During the colonial period, Sir Ali Muslim club emerged as one of the few places in Nairobi where non-whites could play sports such as cricket, volleyball and tennis. Founded in 1934, the club was named after Hon. Sir Ali bin Salim, a former governor of the Swahili Coast of the British East Africa protectorate, who helped fund the club during its formation. It established itself, early on, as an important force in Kenyan cricket. In 1934, when the club was less than a year old, two of its players were selected to play in the Europeans vs Asians match. When, in 1961, the Asian Sports Association started a cricket league, the club emerged victorious alongside Suleman Verjee Indian Gymkhana (nowadays Nairobi Gymkhana), which was just down the road from Sir Ali. In 1964, the Kenya Cricket Association Knockout tournament was created, and Sir Ali Muslim Club dominated it.

Yet the club’s distinguished history of cricket does run alongside its association with rice.  If one googles Sir Ali Muslim Club, the third item under related searches is ‘Sir Ali Muslim Club hall wedding.’ Located near Kariokor, the club is still a popular wedding venue, something Tom Tikolo’s wedding lists had established for the Parkroad Boys.

Parkroad Estate came a little later. In 1965, the government of Kenya published Sessional Paper Number 10: African Socialism and its Application to Planning in Kenya. In the fifty-six-page document, the government declared that one of the ways of achieving Africanisation was by ‘promoting home ownership through tenant-purchase schemes, self-help housing projects, co-operative housing associations, and mortgage-financing institutions.’ Consequently, the government built a series of housing projects, some owned by the city council and others by different government ministries. The bulk of the estates built in Nairobi were located in and around Starehe: in Starehe itself, in Pangani, in Shauri Moyo, in Kariokor, in Ngara, and in Park Road. While some of these houses had been built by the British colonial government, most of them were built as a direct result of Sessional Paper Number 10.
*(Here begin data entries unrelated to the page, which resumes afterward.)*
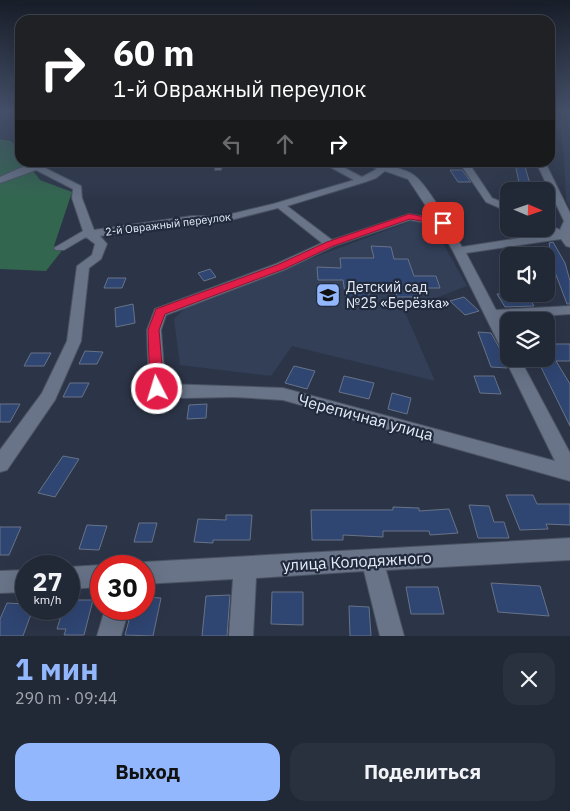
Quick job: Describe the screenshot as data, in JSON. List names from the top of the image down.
{
  "streets": {
    "street": ["2-й Овражный переулок", "Черепичная улица", "улица Колодяжного"]
  },
  "places": {
    "school or university": ["Детский сад №25 «Берёзка»"]
  },
  "north": "right",
  "page": {
    "turn": ["60 m", "1-й Овражный переулок"],
    "speed": "27 km/h",
    "limit": "30",
    "heading": ["1 мин", "290 m · 09:44"],
    "buttons": ["Выход", "Поделиться"]
  }
}
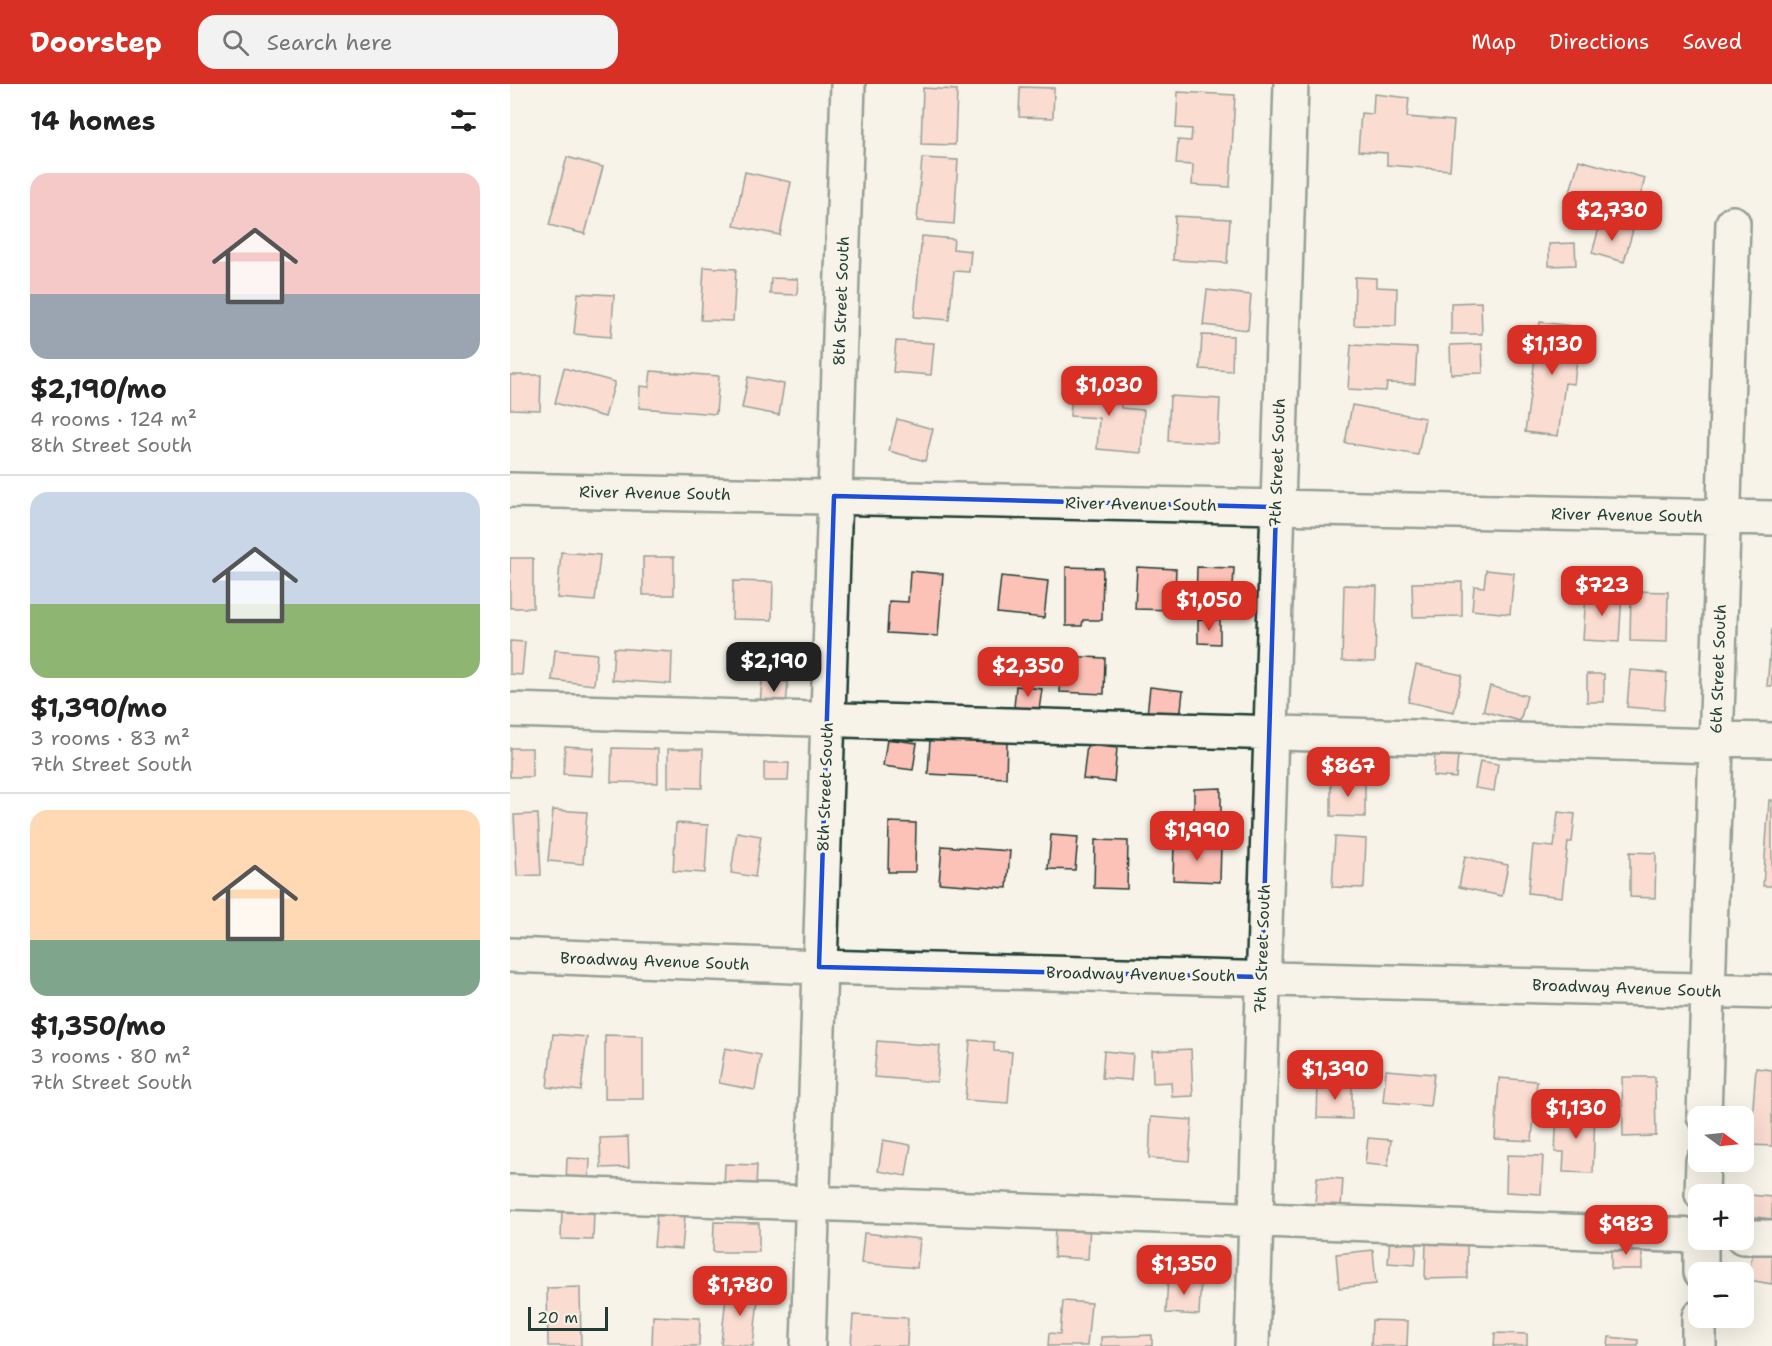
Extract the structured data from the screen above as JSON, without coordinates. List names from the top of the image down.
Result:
{
  "streets": {
    "street": [
      "8th Street South",
      "7th Street South",
      "River Avenue South",
      "6th Street South",
      "Broadway Avenue South"
    ]
  },
  "crossings": [
    ["8th Street South", "River Avenue South"],
    ["8th Street South", "Broadway Avenue South"],
    ["7th Street South", "River Avenue South"],
    ["7th Street South", "Broadway Avenue South"],
    ["River Avenue South", "6th Street South"],
    ["6th Street South", "Broadway Avenue South"]
  ],
  "scale_bar": "20 m",
  "north": "right",
  "page": {
    "header": "Doorstep",
    "search": "Search here",
    "nav": ["Map", "Directions", "Saved"],
    "heading": "14 homes",
    "list": [
      {
        "name": "$2,190/mo",
        "note": "4 rooms · 124 m² · 8th Street South"
      },
      {
        "name": "$1,390/mo",
        "note": "3 rooms · 83 m² · 7th Street South"
      },
      {
        "name": "$1,350/mo",
        "note": "3 rooms · 80 m² · 7th Street South"
      }
    ],
    "price": [
      "$2,730",
      "$1,130",
      "$1,030",
      "$723",
      "$1,050",
      "$2,190",
      "$2,350",
      "$867",
      "$1,990",
      "$1,390",
      "$1,130",
      "$983",
      "$1,350",
      "$1,780"
    ],
    "map_buttons": ["+", "−"],
    "scale": "20 m"
  }
}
In the period after the publication of the Sessional Paper, the Ministry of Public Works built houses for its employees in Parkroad. The estate was built on the empty lot opposite Sir Ali Muslim Club. It is doubtful whether the planners of the estate anticipated that its proximity to the club would cause the estate to become an integral part of Kenya’s cricket history. However, often the sport one plays depends on the sporting facilities one was able to access as a child: Rafael Nadal playing tennis on the clay courts of Mallorca; Cristiano Ronaldo’s introduction to football in Madeira; Yelena Isinbayeva taking up gymnastics in Volgograd, before moving to the pole vault. Cricket in Kenya followed similar patterns: Thomas Odoyo grew up in KIE, which was near Nairobi Gymkhana; the Obuya brothers grew up in Parklands, behind Aga Khan Sports Club; and the Parkroad Boys grew up in Parkroad.

Housing units in Parkroad were assigned to employees according to what rank they held in the workplace. Senior employees occupied one side of the estate, while junior employees lived on another side. As their children grew up, sports served as the great equaliser. Alfred Njuguna’s father, for instance, was a senior employee, but on the crease it didn’t matter whose father was whose father’s boss. While cricket had initially served as an excuse for getting rice from Sir Ali during the Saturday weddings, it ceased to be just that. The boys were now playing the game seriously, or as seriously as teenagers could. In 1976, Kenneth Odumbe had become the first African to play cricket for the national team. His younger brothers, Bernard, Freddy, Oriwo and Maurice, used his success to psyche themselves into playing the game. Because they could not compete with the older players, they formed their own team of Parkroad youngsters: the younger Odumbes and the younger Tikolos, Steve and Tom.

*

Eventually, the who’s-who of the Kenyan cricket community started casting their glances at Parkroad. Two of the biggest clubs, Swamibapa and Aga Khan Sports Club, got enjoined in a rat race for the young talent that was coming out of the Parkroad Estate. The clubs started approaching the boys to join when they were barely teenagers. Since, legally, the clubs couldn’t offer salaries, they offered other incentives: allowances, school fees. When the boys were old enough for high school, the clubs took care of that too. Initially, it was only Sir Ali Club that paid fees, but later Swamibapa and Aga Khan did too. Swamibapa enrolled their boys at Eastleigh High School, while Aga Khan took theirs to Upper Hill.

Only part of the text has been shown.